Ovunque, in Italia come oltreoceano, nel Mediterraneo e in Olanda (tranne in Germania e Giappone), lo scoppio della bolla immobiliare ha portato a una riduzione drastica delle compravendite (dall’80% della Spagna al 30% della Francia) e a significative riduzioni del prezzo (15-20%). La crisi immobiliare ha colpito anche il nostro paese: riduzione delle compravendite (30%) e dei prezzi (10-15% a seconda degli osservatori). È vero che la crisi immobiliare iniziata nella seconda metà del 2006, nel primo semestre del 2010 mostra già segnali di ripresa (+4,5%) delle compravendite (e qui attenzione alle illusioni, come insegna il mercato statunitense), ma la questione di fondo riguarda il futuro della casa come motore dell’economia in quanto bene d’investimento.
I cicli immobiliari del nostro paese dal secondo dopoguerra sono lì a dimostrare che la casa, per chi sa attendere, da noi ha sempre reso: l’altalenante dinamica dei cinque cicli mostra, in ultima analisi, una continua rivalutazione del bene casa. Certo, ci sono stati momenti in cui i prezzi sono scesi significativamente, ma alla fine il ciclo è sempre ripartito e il valore della casa ha continuato a crescere. Non come in Germania e, soprattutto in Giappone.
Nella sua storia, invece, il modello tedesco ha giocato poco con la forte crescita dei prezzi; e anche il boom immobiliare a seguito dell’unificazione post 1989, rispetto agli indici degli altri mercati mondiali, è stato molto contenuto: esiste dunque un modello tedesco su cui sarebbe utile riflettere più attentamente. In Giappone le cose sono andate molto diversamente dagli anni ottanta a oggi: in sequenza si è assistito a un boom industriale-tecnologico che nella fase finale si è trasformato in boom finanziario borsistico e poi in boom immobiliare (mini ciclo di accumulazione sistemico di Arrighi), con il conseguente scoppio della più grande bolla immobiliare della storia. Da allora (1992) i prezzi sono continuati scendere, e gli uffici addirittura valgono la metà di quello che valevano nel 1980; di poco minore è il decremento di valore registrato per le abitazioni. Ma c’è qualcosa che accomuna la Germania e il Giappone a partire dalla seconda metà degli anni novanta a oggi, differenziandoli dalle altre economie avanzate: si tratta della contrazione demografica che per varie ragioni (tra cui rilevanti flussi d’immigrazione) non ha invece interessato le altre economie avanzate. Fuoriusciti da un’eccezionale bolla immobiliare, Giappone e Germania si sono confrontati una fase di riduzione strutturale della domanda. È, questo, uno scenario possibile anche per altre economie nei prossimi anni. Certamente lo è per l’Italia. Le analisi demografiche restituiscono un paese che, con gli attuali tassi d’immigrazione, nel prossimo decennio continuerà a crescere, ma molto meno di quanto non sia cresciuto nel recente passato.

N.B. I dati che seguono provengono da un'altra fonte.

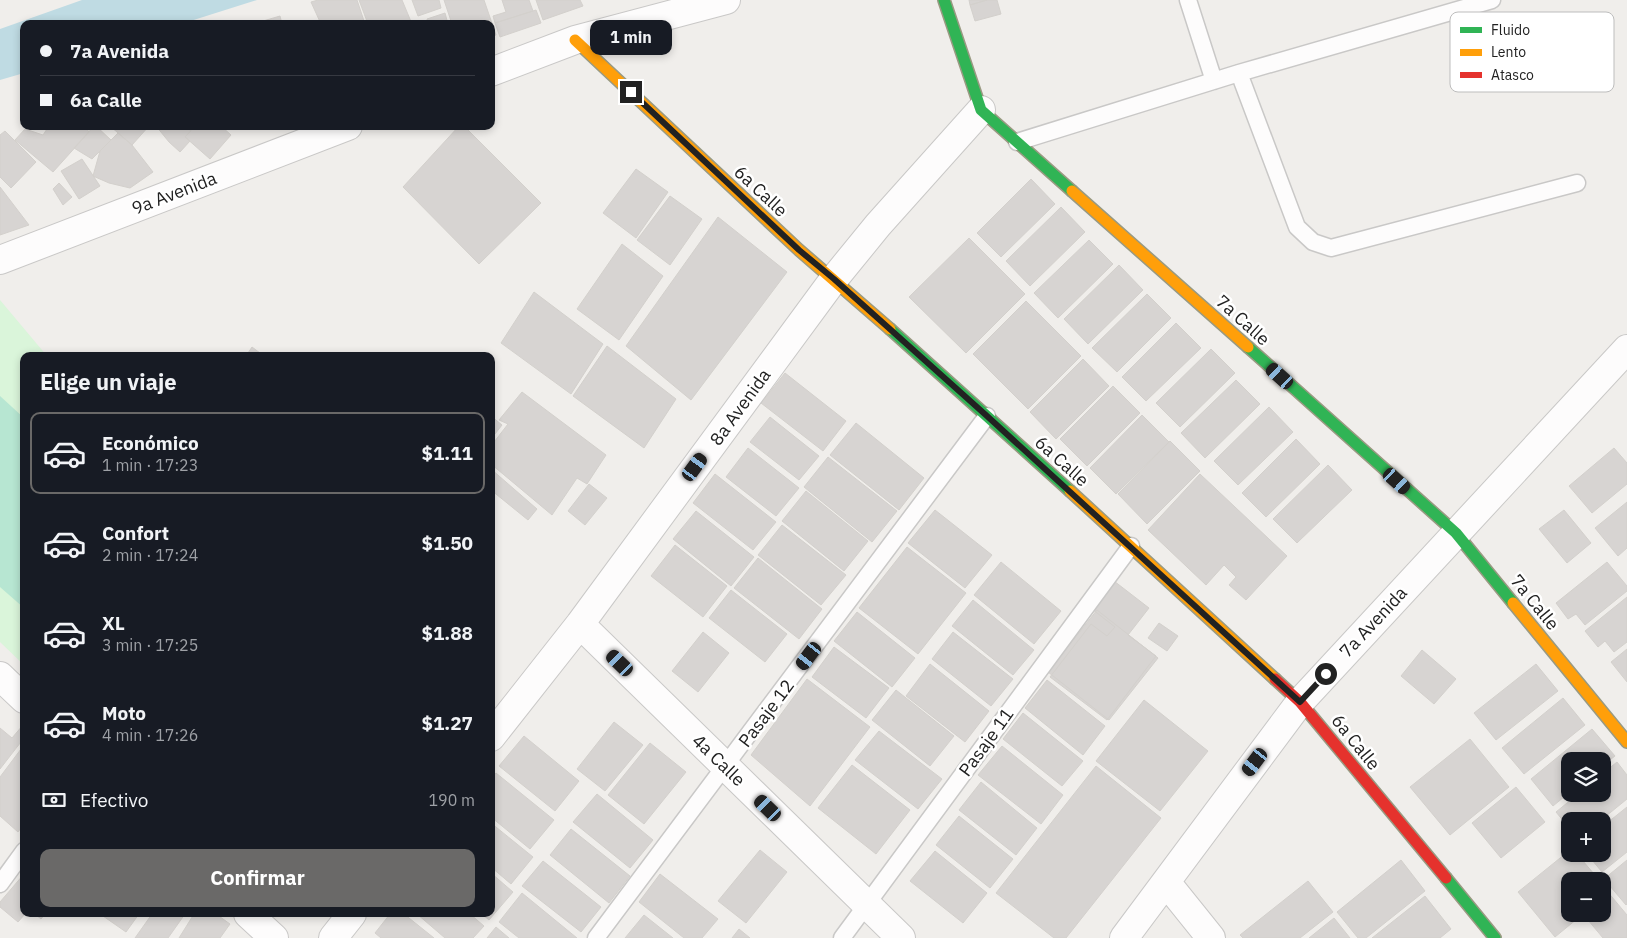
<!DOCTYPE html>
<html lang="es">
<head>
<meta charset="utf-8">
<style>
  :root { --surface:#171b24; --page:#20242c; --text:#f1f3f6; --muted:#9ea1a6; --line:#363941; --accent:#6a6968 }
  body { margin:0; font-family:"IBM Plex Sans",sans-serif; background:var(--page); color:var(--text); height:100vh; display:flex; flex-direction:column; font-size:19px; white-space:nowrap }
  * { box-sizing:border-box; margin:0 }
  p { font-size:16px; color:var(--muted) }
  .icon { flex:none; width:28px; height:28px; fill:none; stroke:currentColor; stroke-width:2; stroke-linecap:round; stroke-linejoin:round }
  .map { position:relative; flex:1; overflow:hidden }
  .details { position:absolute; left:20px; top:352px; width:475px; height:565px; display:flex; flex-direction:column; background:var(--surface); border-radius:10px; box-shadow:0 2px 8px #0003 }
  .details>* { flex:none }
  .hud { position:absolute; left:20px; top:20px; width:475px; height:110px; border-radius:10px; box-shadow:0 2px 8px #0003; display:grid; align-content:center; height:110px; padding:0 20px; background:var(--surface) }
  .tools { position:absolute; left:1561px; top:752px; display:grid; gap:10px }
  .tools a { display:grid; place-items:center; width:50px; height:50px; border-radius:10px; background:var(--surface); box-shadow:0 2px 8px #0003; font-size:25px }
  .end { position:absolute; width:22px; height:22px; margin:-11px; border:6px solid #222; background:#fff; box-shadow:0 0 0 2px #fff }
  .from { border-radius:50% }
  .bubble { position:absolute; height:35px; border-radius:10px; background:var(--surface); box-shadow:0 2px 8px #0003; font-size:16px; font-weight:700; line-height:35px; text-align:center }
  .car { position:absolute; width:15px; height:30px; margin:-15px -8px; border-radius:6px; box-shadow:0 0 4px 1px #0007; background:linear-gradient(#222 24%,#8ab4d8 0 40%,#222 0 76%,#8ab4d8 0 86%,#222 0) }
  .hud b { display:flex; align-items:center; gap:18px; height:48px; font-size:19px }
  .hud b+b { border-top:1px solid var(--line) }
  .hud i { width:12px; height:12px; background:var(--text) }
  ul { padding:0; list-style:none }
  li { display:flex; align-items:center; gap:15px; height:82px; margin:0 10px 8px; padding:0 10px; border:2px solid transparent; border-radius:10px }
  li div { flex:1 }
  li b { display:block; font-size:19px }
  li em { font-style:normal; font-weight:700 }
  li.current { border-color:var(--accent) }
  li>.icon { width:45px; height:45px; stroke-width:1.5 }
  h2 { padding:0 20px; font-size:22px; line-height:60px }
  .pay { display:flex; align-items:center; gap:12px; height:55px; padding:0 20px; font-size:19px }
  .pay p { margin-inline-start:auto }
  .action { display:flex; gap:10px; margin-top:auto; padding:10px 20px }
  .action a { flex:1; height:58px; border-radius:10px; background:var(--accent); color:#fff; font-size:20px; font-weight:700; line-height:58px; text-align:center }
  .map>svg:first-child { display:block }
</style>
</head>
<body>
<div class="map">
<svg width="1627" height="938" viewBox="0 0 1627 938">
  <rect width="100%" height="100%" fill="#f0eeeb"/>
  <path fill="#daf5da" d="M 0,300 L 47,356 L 24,356 L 24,665 L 0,642 Z"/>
  <path fill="#b7e6d2" d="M 0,396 L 24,418 L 24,608 L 0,587 Z"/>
  <path fill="#bfdbe3" d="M 82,0 L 257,0 L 181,24 L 24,24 L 24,73 L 0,80 L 0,29 Z"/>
  <path fill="#d7d4d2" stroke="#d3d0cc" d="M 318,0 L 357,0 L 365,24 L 321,24 L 311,2 Z
    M 359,0 L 402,0 L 412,24 L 368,24 Z
    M 412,0 L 439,0 L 441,8 L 418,16 Z
    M 444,0 L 484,0 L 496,35 L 491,37 L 491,24 L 452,24 Z
    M 502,0 L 529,0 L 533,11 L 495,23 L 493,16 L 506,12 Z
    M 536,0 L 580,0 L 583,6 L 543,20 Z
    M 969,0 L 987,0 L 970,5 Z
    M 987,0 L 997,0 L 1001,14 L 975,21 L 970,5 Z
    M 536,10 L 541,23 L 500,37 L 495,23 Z
    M 445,13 L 448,24 L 428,24 L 427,19 Z
    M 280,16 L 282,24 L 253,24 Z
    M 49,126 L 85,126 L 89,132 L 53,172 L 15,140 L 25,129 L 43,135 Z
    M 94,126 L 96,126 L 111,140 L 92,159 L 74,148 Z
    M 110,126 L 149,126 L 132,145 Z
    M 156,126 L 184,126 L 191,131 L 185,137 L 190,141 L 180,152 L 169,142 Z
    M 195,126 L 221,126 L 231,135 L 210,159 L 185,137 Z
    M 459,126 L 464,126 L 541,203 L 479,264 L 403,187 Z
    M 5,131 L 36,162 L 11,188 L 0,177 L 0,135 Z
    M 118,133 L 132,145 L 153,172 L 130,188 L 109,183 L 93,176 L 100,151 Z
    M 82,159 L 100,186 L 79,199 L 61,171 Z
    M 636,169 L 668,192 L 636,238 L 603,213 Z
    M 1031,179 L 1055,204 L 1001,257 L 977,233 Z
    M 59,183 L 72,197 L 63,205 L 53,189 Z
    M 0,187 L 29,225 L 0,235 Z
    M 670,196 L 702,219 L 670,265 L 637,240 Z
    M 1061,207 L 1085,232 L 1030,286 L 1006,261 Z
    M 718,217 L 787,272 L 691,400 L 626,346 Z
    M 969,238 L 1025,294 L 966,353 L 909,297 Z
    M 1089,240 L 1113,264 L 1058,318 L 1034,293 Z
    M 622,244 L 663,276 L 619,340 L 577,309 Z
    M 1119,265 L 1143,290 L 1088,344 L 1064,319 Z
    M 534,292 L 603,344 L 571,394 L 501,343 Z
    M 1147,294 L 1171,318 L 1117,372 L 1092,348 Z
    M 1026,301 L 1081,356 L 1028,409 L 973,354 Z
    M 1176,323 L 1201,348 L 1146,401 L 1122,377 Z
    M 607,346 L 676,399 L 644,448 L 573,396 Z
    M 252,347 L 264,356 L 246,356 Z
    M 1211,349 L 1235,373 L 1180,427 L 1156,403 Z
    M 1083,359 L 1109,386 L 1056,439 L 1030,412 Z
    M 785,373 L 846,421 L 823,451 L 761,403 Z
    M 1236,380 L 1260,404 L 1205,458 L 1181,433 Z
    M 1113,386 L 1140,413 L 1087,466 L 1060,439 Z
    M 522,392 L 606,455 L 587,484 L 577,478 L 552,515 L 491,464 L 491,446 L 508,424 L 499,420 Z
    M 1269,407 L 1293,432 L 1238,485 L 1214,461 Z
    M 1142,415 L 1169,442 L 1116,494 L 1090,468 Z
    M 491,416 L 502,425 L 491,439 Z
    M 770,417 L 819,456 L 799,480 L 750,442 Z
    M 856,423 L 924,478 L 899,510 L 830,455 Z
    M 1296,439 L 1320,464 L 1266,517 L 1242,493 Z
    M 1170,441 L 1200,471 L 1147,524 L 1118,494 Z
    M 748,448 L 799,488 L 776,516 L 726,477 Z
    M 1614,448 L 1627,463 L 1627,484 L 1592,513 L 1569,486 Z
    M 828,457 L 897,511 L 872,542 L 804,487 Z
    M 1328,465 L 1352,490 L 1297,543 L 1273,519 Z
    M 491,469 L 537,509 L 528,520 L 491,490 Z
    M 715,474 L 776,522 L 753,550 L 693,503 Z
    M 1200,474 L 1287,556 L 1246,600 L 1229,585 L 1236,577 L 1224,565 L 1206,585 L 1148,530 Z
    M 589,484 L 607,498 L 585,525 L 568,511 Z
    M 806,491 L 868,541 L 844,571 L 782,521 Z
    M 1627,502 L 1627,548 L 1618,556 L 1595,528 Z
    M 935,510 L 992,555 L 965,588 L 908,543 Z
    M 1564,510 L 1591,543 L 1567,563 L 1539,529 Z
    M 696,511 L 754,557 L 731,586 L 673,539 Z
    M 782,525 L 846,575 L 821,605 L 758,555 Z
    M 675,545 L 727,586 L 703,617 L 651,576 Z
    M 907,547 L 966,593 L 918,654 L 859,608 Z
    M 758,558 L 822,609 L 799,639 L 734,588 Z
    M 1001,562 L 1061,611 L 1034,644 L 974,595 Z
    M 1607,562 L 1627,586 L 1627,591 L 1585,625 L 1576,614 L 1568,619 L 1556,603 Z
    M 1114,581 L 1149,608 L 1128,635 L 1156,656 L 1107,720 L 1050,677 L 1091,624 L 1107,636 L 1115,627 L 1092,609 Z
    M 731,590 L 787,634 L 765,662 L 709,618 Z
    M 1627,597 L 1627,642 L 1614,652 L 1605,641 L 1598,647 L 1585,631 Z
    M 973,600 L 1034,650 L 1013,675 L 952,626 Z
    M 1097,610 L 1158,658 L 1109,720 L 1048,672 Z
    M 857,612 L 915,658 L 892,687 L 834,641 Z
    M 1159,623 L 1178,636 L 1167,651 L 1148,638 Z
    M 703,632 L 729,653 L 698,692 L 672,671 Z
    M 953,632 L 1013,679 L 991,706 L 932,659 Z
    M 834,647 L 889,688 L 866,718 L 812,677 Z
    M 1627,649 L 1627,682 L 1611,662 Z
    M 1422,650 L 1456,679 L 1434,704 L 1401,676 Z
    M 930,664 L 989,711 L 965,742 L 906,696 Z
    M 1536,664 L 1558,691 L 1496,740 L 1474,713 Z
    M 807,679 L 870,727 L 810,806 L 751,755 Z
    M 1047,680 L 1105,726 L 1083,755 L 1025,708 Z
    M 896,690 L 954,736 L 930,766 L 872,720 Z
    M 1563,698 L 1585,725 L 1524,774 L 1502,748 Z
    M 1144,700 L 1208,751 L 1160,811 L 1096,761 Z
    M 1023,713 L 1083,761 L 1062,786 L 1003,739 Z
    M 614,722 L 643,745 L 605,791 L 577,769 Z
    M 23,725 L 24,738 L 0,769 L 0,728 L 12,738 Z
    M 1592,729 L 1615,756 L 1602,766 L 1602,761 L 1570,761 L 1570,792 L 1553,806 L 1531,779 Z
    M 879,731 L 942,779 L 918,809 L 855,760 Z
    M 524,736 L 579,781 L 555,811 L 499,766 Z
    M 1470,739 L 1509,787 L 1450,835 L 1410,787 Z
    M 650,743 L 686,772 L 644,824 L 608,795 Z
    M 24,745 L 24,824 L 18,832 L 0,816 L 0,777 Z
    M 1002,746 L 1063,795 L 1041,824 L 978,775 Z
    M 1617,762 L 1627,775 L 1627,799 L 1600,821 L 1570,821 L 1570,829 L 1556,812 L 1578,794 L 1602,794 L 1602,774 Z
    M 852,765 L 910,810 L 876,854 L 818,808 Z
    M 1096,766 L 1161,818 L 1066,938 L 1054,938 L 996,893 Z
    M 496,773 L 554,820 L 530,849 L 491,817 L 491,779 Z
    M 981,782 L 1037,828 L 1016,855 L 959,810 Z
    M 1516,787 L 1545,822 L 1501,858 L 1472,823 Z
    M 597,794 L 653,840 L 630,868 L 573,822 Z
    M 1627,807 L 1627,852 L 1602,872 L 1587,854 L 1602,854 L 1602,827 Z
    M 959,816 L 1013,859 L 990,888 L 936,845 Z
    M 491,823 L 533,857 L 511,884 L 491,867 Z
    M 571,829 L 630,876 L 609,903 L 550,855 Z
    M 760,850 L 787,872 L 746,923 L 718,901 Z
    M 1570,850 L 1570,854 L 1577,854 L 1600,881 L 1570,881 L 1570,914 L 1583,914 L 1555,937 L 1518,892 Z
    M 935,851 L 987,893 L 963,923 L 910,881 Z
    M 1401,860 L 1425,891 L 1366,938 L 1358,938 L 1337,912 Z
    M 1627,860 L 1627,904 L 1626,905 L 1604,879 Z
    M 543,861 L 601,907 L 581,932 L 522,886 Z
    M 491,873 L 513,892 L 489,920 L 482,914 L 491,914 Z
    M 24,874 L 25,914 L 18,922 L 0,907 L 0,902 Z
    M 660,874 L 718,919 L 702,938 L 684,938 L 639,902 Z
    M 1308,881 L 1333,912 L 1300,938 L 1243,938 L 1240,935 Z
    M 1602,885 L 1627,915 L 1627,938 L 1603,938 L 1583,914 L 1602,914 Z
    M 522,893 L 577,938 L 519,938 L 499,922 Z
    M 1425,896 L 1451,929 L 1440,938 L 1372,938 Z
    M 35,914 L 45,914 L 41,919 Z
    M 105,914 L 139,914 L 126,932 L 103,916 Z
    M 152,914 L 185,914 L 168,938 L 135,938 Z
    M 194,914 L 216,914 L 230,924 L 220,938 L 179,938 Z
    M 390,914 L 404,914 L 434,938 L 381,938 L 375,933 Z
    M 417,914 L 470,914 L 484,926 L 473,938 L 445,938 Z
    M 644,915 L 673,938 L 625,938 Z
    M 1334,918 L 1350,938 L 1309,938 Z
    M 496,927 L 509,938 L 487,938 Z
    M 739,929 L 750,938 L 732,938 Z"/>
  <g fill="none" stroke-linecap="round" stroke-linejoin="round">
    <defs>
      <path id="lane" d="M 1188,0 L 1214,81
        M 1239,73 L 1297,227 L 1313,242 L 1331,248 L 1577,183
        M 1017,142 L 1239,73 L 1492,0
        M 0,884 L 24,851
        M 596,938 L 987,416
        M 842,938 L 1131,546"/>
      <path id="street" d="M 491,72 L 575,40 L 726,0
        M 0,260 L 348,126
        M 580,624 L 901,938
        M 0,676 L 24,699
        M 491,737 L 580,624 L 834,279 L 878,225 L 981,110
        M 1166,882 L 1211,938
        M 248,914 L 274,938
        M 333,938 L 352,914
        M 1124,938 L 1300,702 L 1627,349"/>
      <path id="fast" d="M 944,0 L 981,110 L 1072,191
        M 890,329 L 1070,491
        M 1248,347 L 1456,533 L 1513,603
        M 1446,878 L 1495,938"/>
      <path id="slow" d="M 575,40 L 799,250 L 890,329
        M 1072,191 L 1248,347
        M 1070,491 L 1275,679
        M 1513,603 L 1627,742"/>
      <path id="jam" d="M 1275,679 L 1300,702 L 1446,878"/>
    </defs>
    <use href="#lane" stroke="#c9c8c7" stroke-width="19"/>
    <use href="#street" stroke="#c9c8c7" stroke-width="30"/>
    <use href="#fast" stroke="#999a82" stroke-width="14"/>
    <use href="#slow" stroke="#999a82" stroke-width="14"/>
    <use href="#jam" stroke="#999a82" stroke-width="14"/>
    <use href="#lane" stroke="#fdfcfc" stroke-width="16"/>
    <use href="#street" stroke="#fdfcfc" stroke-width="28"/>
    <use href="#fast" stroke="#30b455" stroke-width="11"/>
    <use href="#slow" stroke="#ff9f0a" stroke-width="11"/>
    <use href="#jam" stroke="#e5322d" stroke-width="11"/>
  </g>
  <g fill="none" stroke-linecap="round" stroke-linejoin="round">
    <path stroke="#222" stroke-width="6" d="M 631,92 L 799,250 L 834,279 L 987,416 L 1300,702 L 1326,674"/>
  </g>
  <g text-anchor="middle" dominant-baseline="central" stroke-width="5" stroke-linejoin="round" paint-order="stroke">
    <g font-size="18" fill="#222" stroke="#fff">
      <text transform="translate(761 191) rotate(43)">6a Calle</text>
      <text transform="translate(174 193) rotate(-21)">9a Avenida</text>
      <text transform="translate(1243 320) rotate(42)">7a Calle</text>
      <text transform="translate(740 407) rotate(-54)">8a Avenida</text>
      <text transform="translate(1062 461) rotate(42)">6a Calle</text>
      <text transform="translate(1535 602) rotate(51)">7a Calle</text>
      <text transform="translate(1373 622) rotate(-47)">7a Avenida</text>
      <text transform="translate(766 713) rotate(-53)">Pasaje 12</text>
      <text transform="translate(986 742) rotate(-54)">Pasaje 11</text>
      <text transform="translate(1356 742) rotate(51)">6a Calle</text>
      <text transform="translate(719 760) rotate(44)">4a Calle</text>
    </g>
  </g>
  <rect x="1450" y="12" width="164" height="80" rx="8" fill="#fff" stroke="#bdbdbd" stroke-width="1"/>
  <rect x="1460" y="27" width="22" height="6" fill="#30b455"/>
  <rect x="1460" y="49" width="22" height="7" fill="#ff9f0a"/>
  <rect x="1460" y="72" width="22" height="6" fill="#e5322d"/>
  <g font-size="14" fill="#222">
    <text x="1491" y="35">Fluido</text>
    <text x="1491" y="57">Lento</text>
    <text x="1491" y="80">Atasco</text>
  </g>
</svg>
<div class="tools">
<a><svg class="icon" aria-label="layers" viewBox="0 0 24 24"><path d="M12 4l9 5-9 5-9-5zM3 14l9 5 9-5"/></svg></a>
<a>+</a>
<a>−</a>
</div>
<i class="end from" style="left:1326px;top:674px"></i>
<i class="end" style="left:631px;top:92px"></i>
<div class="bubble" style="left:590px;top:20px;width:82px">1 min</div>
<i class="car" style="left:1280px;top:376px;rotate:312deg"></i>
<i class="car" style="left:695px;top:467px;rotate:36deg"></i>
<i class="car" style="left:1397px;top:481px;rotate:132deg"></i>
<i class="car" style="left:809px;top:656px;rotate:217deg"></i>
<i class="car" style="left:620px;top:663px;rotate:314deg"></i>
<i class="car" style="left:1255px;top:762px;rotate:217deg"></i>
<i class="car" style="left:768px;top:808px;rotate:314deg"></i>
<div class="hud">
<b><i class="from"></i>7a Avenida</b>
<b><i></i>6a Calle</b>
</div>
<section class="details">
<h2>Elige un viaje</h2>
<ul>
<li class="current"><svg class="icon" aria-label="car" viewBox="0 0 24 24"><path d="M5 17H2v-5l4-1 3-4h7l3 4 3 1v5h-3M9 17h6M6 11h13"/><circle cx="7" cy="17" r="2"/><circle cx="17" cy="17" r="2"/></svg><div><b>Económico</b><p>1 min · 17:23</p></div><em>$1.11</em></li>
<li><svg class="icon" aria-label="car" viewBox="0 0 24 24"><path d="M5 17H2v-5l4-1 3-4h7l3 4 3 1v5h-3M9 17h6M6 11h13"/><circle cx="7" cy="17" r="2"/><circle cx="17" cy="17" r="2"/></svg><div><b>Confort</b><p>2 min · 17:24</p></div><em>$1.50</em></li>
<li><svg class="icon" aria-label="car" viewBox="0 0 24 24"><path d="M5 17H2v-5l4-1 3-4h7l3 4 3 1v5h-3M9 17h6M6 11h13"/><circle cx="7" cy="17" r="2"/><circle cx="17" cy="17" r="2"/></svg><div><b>XL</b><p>3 min · 17:25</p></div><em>$1.88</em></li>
<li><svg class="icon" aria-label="car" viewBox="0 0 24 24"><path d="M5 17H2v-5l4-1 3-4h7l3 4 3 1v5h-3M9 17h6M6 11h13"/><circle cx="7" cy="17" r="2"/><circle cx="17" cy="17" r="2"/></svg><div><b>Moto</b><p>4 min · 17:26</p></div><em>$1.27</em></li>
</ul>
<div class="pay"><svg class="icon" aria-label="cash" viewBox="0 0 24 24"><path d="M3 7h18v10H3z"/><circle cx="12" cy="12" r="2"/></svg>Efectivo<p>190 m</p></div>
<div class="action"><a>Confirmar</a></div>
</section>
</div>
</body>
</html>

Quindi cresciamo grazie agli stranieri, che esprimono un certo tipo di domanda abitativa. La popolazione italiana è invece destinata a diminuire già nei prossimi dieci anni. Inoltre, le famiglie italiane, come già detto, sono fortemente patrimonializzate. La loro ricchezza principale è la casa. Le famiglie proprietarie sono dunque interessate a tenere i prezzi delle case alti. Ma una quota sempre maggiore di famiglie patrimonializzate è fatta di persone anziane: potremmo dire che oggi abbiamo tanti nonni e pochi nipoti. Nei prossimi 10-20 anni si libereranno quote significative di patrimonio abitativo. Gli anziani tenderanno a valorizzare o (se non ce la faranno) monetizzare il loro patrimonio: la casa come «pensione». Chi ce la farà renderà i nipoti patrimonializzati. Così, nel nostro paese il rapporto tra domanda e offerta nello scenario di appena vent’anni è destinato a cambiare: i flussi d’immigrazione e la conseguente domanda abitativa spingono su prodotti di costo contenuto, rilanciando i temi dell’affitto e dell’edilizia sociale.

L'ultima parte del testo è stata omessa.